Tuesday, May 18, 2010

Living On Food Storage Day 17

I've been somewhat surprised at how little life changes when living on food storage. We've definitely noticed the loss of fresh milk and veggies, but while using our 3 month supply things have changed very little.

Breakfast is a bit different. I can't just grab a box of cold cereal on those days we are in a hurry. You have to plan ahead to make granola, bread, pancakes or whatever, but really it isn't all that different. Most days dinner isn't any different than any other day.

So why does this seem like such a big deal when we talk about living on your food storage?

I think some of it comes from all the classes about living on your year supply. Using your wheat as a meat replacement is sometimes interesting, but it seems a little odd. (I've always wondered why you would make wheat chili when beans are in your year supply as well.) It's kind of strange to me that we look at long term food storage for times when we have nothing else. Food storage has been taught in modern times since Brigham Young, yet how often have 99% of us us had to live on our long term food storage only?

I suspect that one of the main reasons we have it is not so that it can sit around for 30 years when a famine comes around, but so that we can live the Word of Wisdom more fully. I've learned the past year that using my food storage on a regular basis is so much easier than I thought, not so strange as I thought and I feel better physically when doing it.

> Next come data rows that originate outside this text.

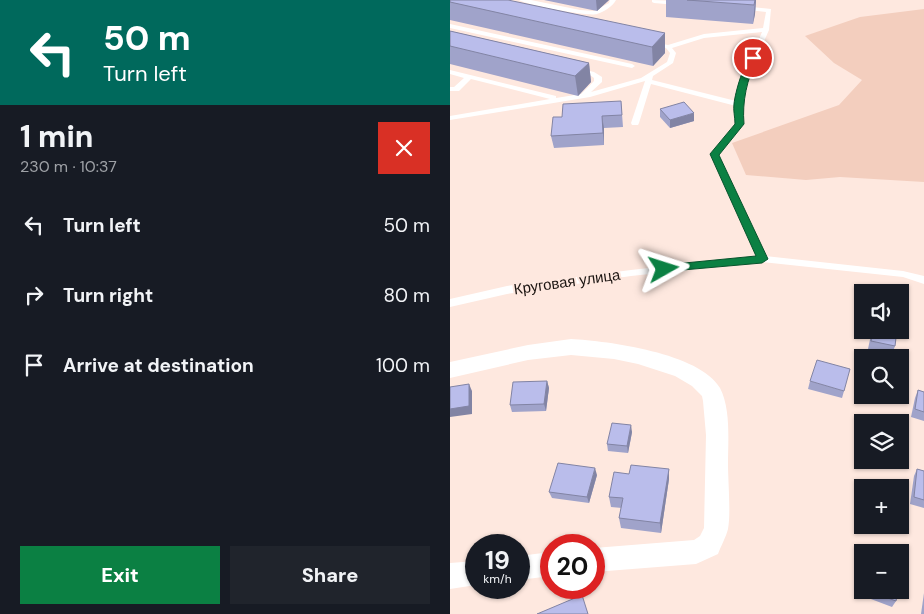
<!DOCTYPE html>
<meta charset="utf-8">
<style>
:root{--surface:#171b24;--page:#20242c;--text:#f1f3f6;--muted:#9ea1a6;--accent:#0b8043}
body{margin:0;font-family:"DM Sans",sans-serif;background:var(--page);color:var(--text);height:100vh;display:flex;flex-direction:column;font-size:19px;white-space:nowrap}
*{box-sizing:border-box;margin:0}
p{font-size:16px;color:var(--muted)}
.icon{flex:none;width:28px;height:28px;fill:none;stroke:currentColor;stroke-width:2;stroke-linecap:round;stroke-linejoin:round}
.map{position:relative;flex:1;overflow:hidden}
.panel{display:flex;flex-direction:column;background:var(--surface);width:450px}
.panel>*{flex:none}
.hud{background:#00695c;color:#fff;overflow:hidden}
.fabs{position:absolute;left:404px;top:284px;display:grid;gap:10px}
.fabs a{display:grid;place-items:center;width:55px;height:55px;border-radius:0px;background:var(--surface);box-shadow:0 1px 4px #0004;font-size:25px}
.speed{position:absolute;left:15px;top:534px;display:flex;gap:10px;font-size:25px;font-weight:700;text-align:center}
.speed>*{display:grid;place-content:center;width:65px;height:65px;border-radius:50%;background:var(--surface);box-shadow:0 1px 4px #0004;line-height:1}
.speed small{font-size:12px;font-weight:400}
.speed .limit{border:8px solid #d22;background:#fff;color:#111}
.pin{position:absolute;display:grid;place-items:center;width:42px;height:42px;color:#fff;margin:-21px;border:2px solid #fff;border-radius:50%;box-shadow:0 1px 5px #0007}
.me{position:absolute;width:55px;margin:-28px;rotate:84deg;stroke-linejoin:round;filter:drop-shadow(0 0 4px #0008)}
.turn{display:flex;align-items:center;gap:18px;height:105px;padding:0 20px;font-size:22px}
.turn .icon{width:65px;height:65px;stroke-width:2.5}
.turn b{display:block;font-size:35px;line-height:42px}
.round{display:grid;place-items:center;flex:none;width:52px;height:52px;border-radius:0px;background:var(--page)}
.summary{display:flex;align-items:center;justify-content:space-between;height:85px;padding:0 20px}
h1{font-size:30px;font-weight:800;line-height:38px}
.button{display:flex;gap:10px;margin-top:auto;padding:10px 20px}
.button a{flex:1;height:58px;border-radius:0px;background:var(--accent);color:#fff;font-size:20px;font-weight:800;line-height:58px;text-align:center}
.button a+a{background:var(--page);color:var(--text)}
ul{padding:0;list-style:none}
li{display:flex;align-items:center;gap:15px;height:70px;padding:0 20px}
li div{flex:1}
li b{display:block;font-size:19px}
li em{font-style:normal}
main{display:flex;flex:1;min-height:0}
.map>svg:first-child{display:block}
</style>
<main>
<section class="panel">
<div class="hud">
<div class="turn"><svg class="icon" aria-label="left" viewBox="0 0 24 24"><path d="M17 20v-9H6M10 6l-5 5 5 5"/></svg><div><b>50 m</b>Turn left</div></div>
</div>
<div class="summary"><div><h1>1 min</h1><p>230 m · 10:37</p></div><a class="round" style="background:#d93025;color:#fff"><svg class="icon" aria-label="close" viewBox="0 0 24 24"><path d="M6 6l12 12M18 6L6 18"/></svg></a></div>
<ul>
<li><svg class="icon" aria-label="left" viewBox="0 0 24 24"><path d="M17 20v-9H6M10 6l-5 5 5 5"/></svg><div><b>Turn left</b></div><em>50 m</em></li>
<li><svg class="icon" aria-label="right" viewBox="0 0 24 24"><path d="M7 20v-9h11M14 6l5 5-5 5"/></svg><div><b>Turn right</b></div><em>80 m</em></li>
<li><svg class="icon" aria-label="arrive" viewBox="0 0 24 24"><path d="M6 21V4h12l-3 4 3 4H6"/></svg><div><b>Arrive at destination</b></div><em>100 m</em></li>
</ul>
<div class="button"><a>Exit</a><a>Share</a></div>
</section>
<div class="map">
<svg width="474" height="614" viewBox="0 0 474 614">
<rect width="100%" height="100%" fill="#fee8df"/>
<path fill="#f3cebe" d="M474,9V182L390,177L356,180L296,175L282,143L389,105L412,80L384,63L355,36L410,17Z"/>
<g fill="none" stroke-linecap="round" stroke-linejoin="round">
<g fill="#fff" fill-rule="evenodd">
<path d="M69,0H81L130,10L144,11L159,3L160,0H166C163,6 154,12 147,14C139,17 77,5 69,0Z"/>
<path d="M202,0L227,1L230,3L227,5L204,3L202,2Z"/>
<path d="M292,6L321,9L319,30L304,64L296,87L293,111V124L269,154L315,256L453,271L474,276V284L453,277L312,262L181,276L57,294L0,307V299L57,286L181,270L306,256L261,154L285,124L286,106L201,84L189,123L188,125H182L181,123L195,81L140,97L0,120V116L100,99L21,79L9,91H0V87H4L14,78L0,74V70L106,96V98L131,94L144,81V78L140,75L126,71V69L128,68L144,72L152,77V82L141,92L191,78L217,62L220,53L216,48L202,44V42L218,45L254,34L313,28L316,12L290,9L289,8ZM312,32L293,76L286,101L202,80L203,76L223,63L226,53L222,48L254,38Z"/>
<path d="M0,24L182,64L185,66L182,68L0,28Z"/>
</g>
<g fill="#fff" fill-rule="evenodd">
<path d="M121,339C158,341 250,353 270,388C281,409 278,441 278,464C278,480 281,514 278,529C276,537 271,546 268,554L246,564L144,572V548L244,540L250,536L254,528L256,435L253,401L252,396L242,386L225,376L188,364L164,359L121,355L78,360L0,378V362L78,345Z"/>
<path d="M101,552V576L69,580V556Z"/>
<path d="M26,561V585L0,589V563Z"/>
</g>
</g>
<g fill="#a0a3ca">
<path d="M0,0L215,33V53L203,66L0,20Z"/>
<path d="M94,0H159L147,11Z"/>
<path d="M216,0H306L305,14L303,24L216,17Z"/>
<path d="M0,31L139,63L141,82L128,96L0,64Z"/>
<path d="M171,101L173,127L154,128V145L104,148L101,136L112,117Z"/>
<path d="M210,109L244,121L220,128L210,117Z"/>
<path d="M422,330H447L445,346L442,354L418,349Z"/>
<path d="M97,381L99,388L96,411L62,412L60,405Z"/>
<path d="M360,381L394,391L392,398L358,389Z"/>
<path d="M468,390L474,392V421L461,417L465,398Z"/>
<path d="M182,432L178,453L158,451L157,444Z"/>
<path d="M219,469V479L211,533L171,528L169,518L172,508L161,507L159,497L179,474Z"/>
<path d="M467,469L474,471V508L460,504L464,476Z"/>
<path d="M147,475L139,503L102,498L99,492Z"/>
<path d="M412,561V590H448L446,601L442,607L405,593Z"/>
<path d="M474,593V614H471Z"/>
</g>
<g fill="#8284a4">
<path d="M146,0H159L147,11Z"/>
<path d="M305,0H306L305,14L303,24Z"/>
<path d="M215,33V53L203,66L202,47Z"/>
<path d="M139,63L141,82L128,96L125,76Z"/>
<path d="M244,113V121L220,128V120Z"/>
<path d="M152,116L154,128V145L153,133Z"/>
<path d="M97,381L99,388L96,411L94,404Z"/>
<path d="M19,384L22,391V414L0,417V409Z"/>
<path d="M181,425L182,432L178,453L177,446Z"/>
<path d="M145,468L147,475L139,503L137,497Z"/>
<path d="M219,469V479L211,533L210,523Z"/>
</g>
<g fill="#babdeb" stroke="#8284a4">
<path d="M0,0H58L215,33L202,47L0,2Z"/>
<path d="M237,0H305L304,5Z"/>
<path d="M0,31L139,63L125,76L0,46Z"/>
<path d="M171,101L172,115L152,116L153,133L101,136L103,117H112L113,104Z"/>
<path d="M234,102L244,113L220,120L210,109Z"/>
<path d="M423,330H447L445,346L421,341Z"/>
<path d="M367,360L400,369L394,391L360,381Z"/>
<path d="M97,381L94,404L60,405L63,382Z"/>
<path d="M19,384V406L0,409V387Z"/>
<path d="M468,390L474,392V412L465,409Z"/>
<path d="M162,423L181,425L177,446L157,444Z"/>
<path d="M108,463L145,468L137,497L99,492Z"/>
<path d="M181,465L219,469L210,523L169,518L173,498L159,497L164,472L179,474Z"/>
<path d="M467,469L474,471V500L464,497Z"/>
<path d="M418,545L439,552H416Z"/>
<path d="M450,556L454,558L450,580Z"/>
<path d="M412,570V589L409,587Z"/>
<path d="M416,590H448L446,601Z"/>
<path d="M132,595L138,614H87Z"/>
</g>
<path fill="#0b8043" stroke="#07532c" d="M303,56L307,58C297,80 292,101 294,124L269,155L318,259L312,263L210,272L208,269L210,266L214,265L306,256L260,154L285,124C285,117 283,110 284,104C285,93 294,60 303,56Z"/>
<g text-anchor="middle" stroke-width="4" stroke-linejoin="round" paint-order="stroke">
<g font-size="15" fill="#1c1512" stroke="#fee8df">
<text transform="translate(117 282) rotate(-8)" y="5">Круговая улица</text>
</g>
</g>
</svg>
<div class="fabs">
<a><svg class="icon" aria-label="sound" viewBox="0 0 24 24"><path d="M4 9h4l5-4v14l-5-4H4zM17 9q2 3 0 6"/></svg></a>
<a><svg class="icon" aria-label="search" viewBox="0 0 24 24"><circle cx="10" cy="10" r="6"/><path d="M15 15l6 6"/></svg></a>
<a><svg class="icon" aria-label="layers" viewBox="0 0 24 24"><path d="M12 4l9 5-9 5-9-5zM3 14l9 5 9-5"/></svg></a>
<a>+</a>
<a>−</a>
</div>
<div class="speed"><div>19<small>km/h</small></div><div class="limit">20</div></div>
<div class="pin" style="left:303px;top:58px;background:#d93025"><svg class="icon" aria-label="arrive" viewBox="0 0 24 24"><path d="M6 21V4h12l-3 4 3 4H6"/></svg></div>
<svg class="me" style="left:214px;top:269px" viewBox="-20 -20 40 40"><path d="M0-17L14 15 0 8-14 15z" fill="#0b8043" stroke="#fff" stroke-width="4"/></svg>
</div>
</main>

Another reason I think food storage is a big deal in our minds is the storage of it. Honestly, it can take a lot of room to store it and if you are organizing challenged as I am then it can be an overwhelming task. I'll be the first to admit my organizing efforts of it have been less than good. We're one of the lucky ones that have the long, skinny food storage room in our basement and still I struggle. I imagine some of you have it much tougher than I do. That's something I will have to work on and I'll pass along what I learn.

The last thing that makes it a big deal is money. If I just buy wheat at the http://www.providentliving.org/location/display/1,12568,2026-1-4-39291,00.html for my family of 5 it will cost $468 for a year supply. If you start thinking about it those terms it may start to get overwhelming. Remember though, we need not try to do it all at once. Buy an extra can of tomatoes when they are on sale. Plant a zucchini and freeze what you can't use. Little by little you can build your storage.

Stock Up Food is a great tool to help you build your storage and give you incentive. Right now it only deals with your year supply, but the owner has plans to someday expand it. This site allows you to put in how much of each of the basics you have and then will tell you in percentage how much you have saved. For example it may say I have 15% of my grains, 100% of my water, 50% of my beans with 60% of my food storage overall. I can't tell you how excited I was each time I went to the cannery and then came home and increased those percentages. It also allows you to take out what you have used so you can keep up to date with it.

1 comment:

  1. I have a great spreadsheet for this that I've used for years which calculates exactly what we need and what percentage we have, but the Stock Up Food idea is a great one for people just getting started! It's easy and so much is already done for you. Thanks for sharing.